> [Action item] A faithful copy without images is required: write out all the records exactly.

Stored data entries
※ ※ ※
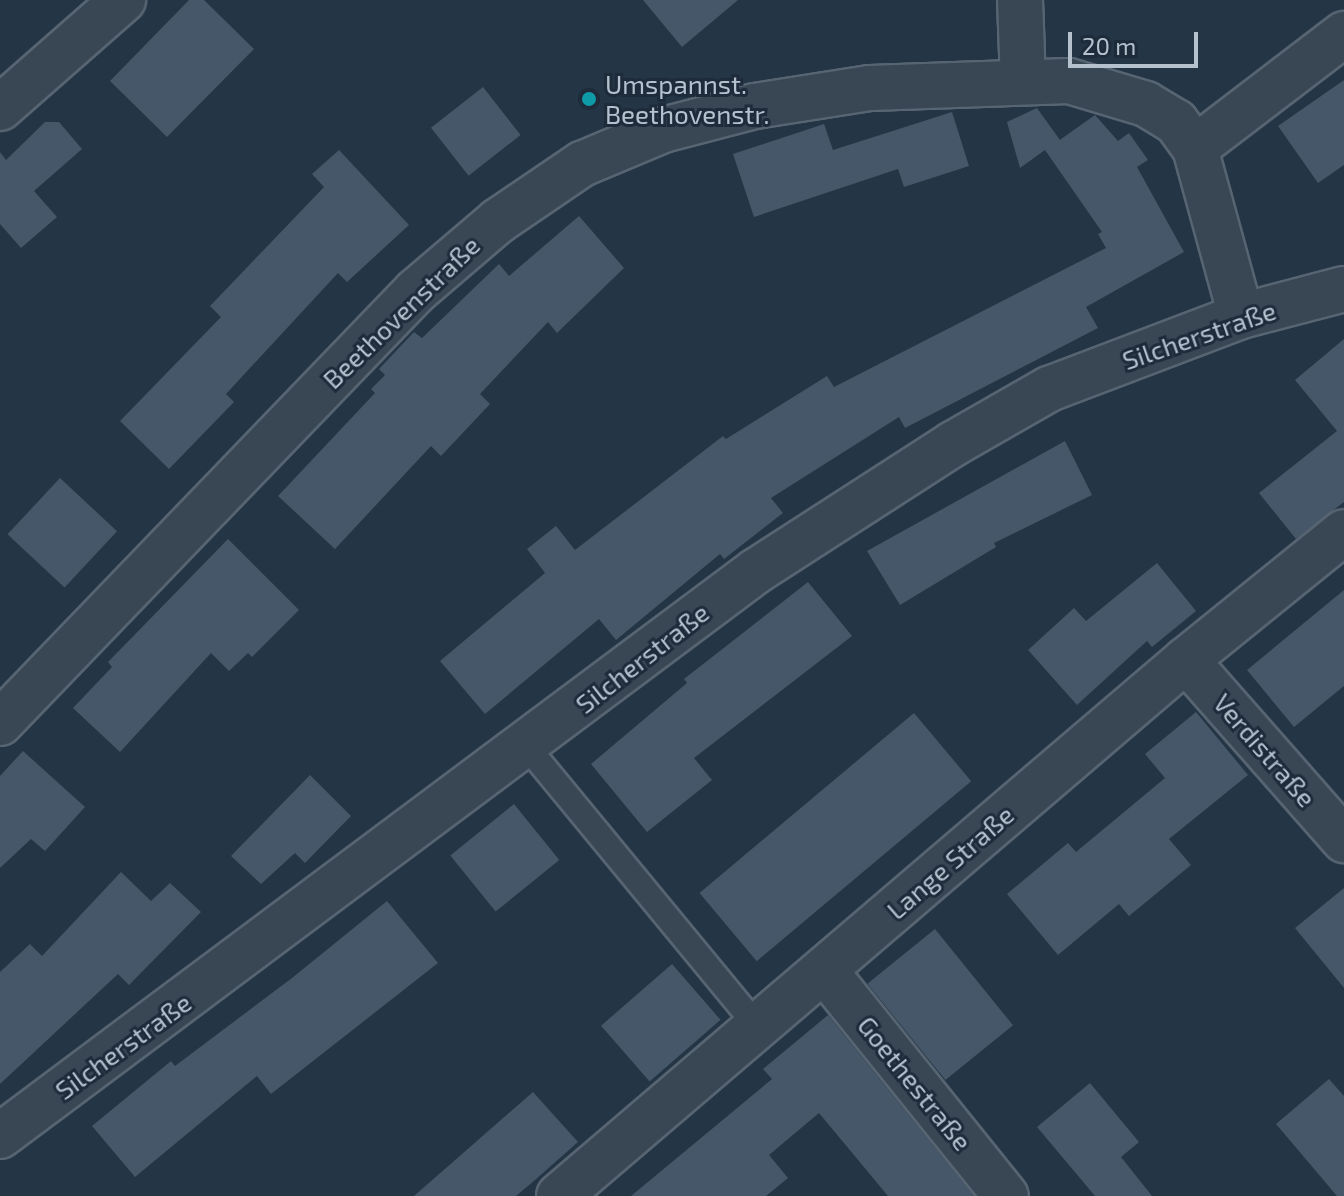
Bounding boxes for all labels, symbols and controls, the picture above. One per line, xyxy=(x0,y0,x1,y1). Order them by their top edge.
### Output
scale bar xyxy=(1072,16,1202,66)
text: 20 m xyxy=(1082,31,1136,60)
place label: Umspannst. Beethovenstr. xyxy=(605,68,769,130)
marker: Umspannst. Beethovenstr. xyxy=(580,90,598,108)
street label: Beethovenstraße xyxy=(316,229,486,395)
street label: Silcherstraße xyxy=(1118,294,1280,376)
street label: Silcherstraße xyxy=(569,596,715,720)
street label: Verdistraße xyxy=(1207,687,1323,813)
street label: Lange Straße xyxy=(880,799,1020,925)
street label: Silcherstraße xyxy=(49,986,197,1106)
street label: Goethestraße xyxy=(851,1010,979,1156)

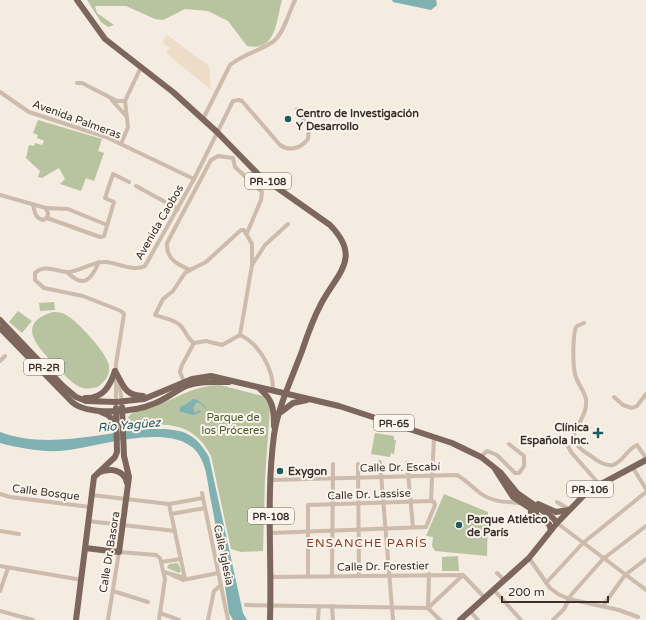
※ ※ ※
> [Task result]
Bounding boxes for all labels, symbols and controls, the picture above. One per line, xyxy=(x0,y0,x1,y1). Order them by their top edge.
### Output
scale bar xyxy=(1072,16,1202,66)
text: 20 m xyxy=(1082,31,1136,60)
place label: Umspannst. Beethovenstr. xyxy=(605,68,769,130)
marker: Umspannst. Beethovenstr. xyxy=(580,90,598,108)
street label: Beethovenstraße xyxy=(316,229,486,395)
street label: Silcherstraße xyxy=(1118,294,1280,376)
street label: Silcherstraße xyxy=(569,596,715,720)
street label: Verdistraße xyxy=(1207,687,1323,813)
street label: Lange Straße xyxy=(880,799,1020,925)
street label: Silcherstraße xyxy=(49,986,197,1106)
street label: Goethestraße xyxy=(851,1010,979,1156)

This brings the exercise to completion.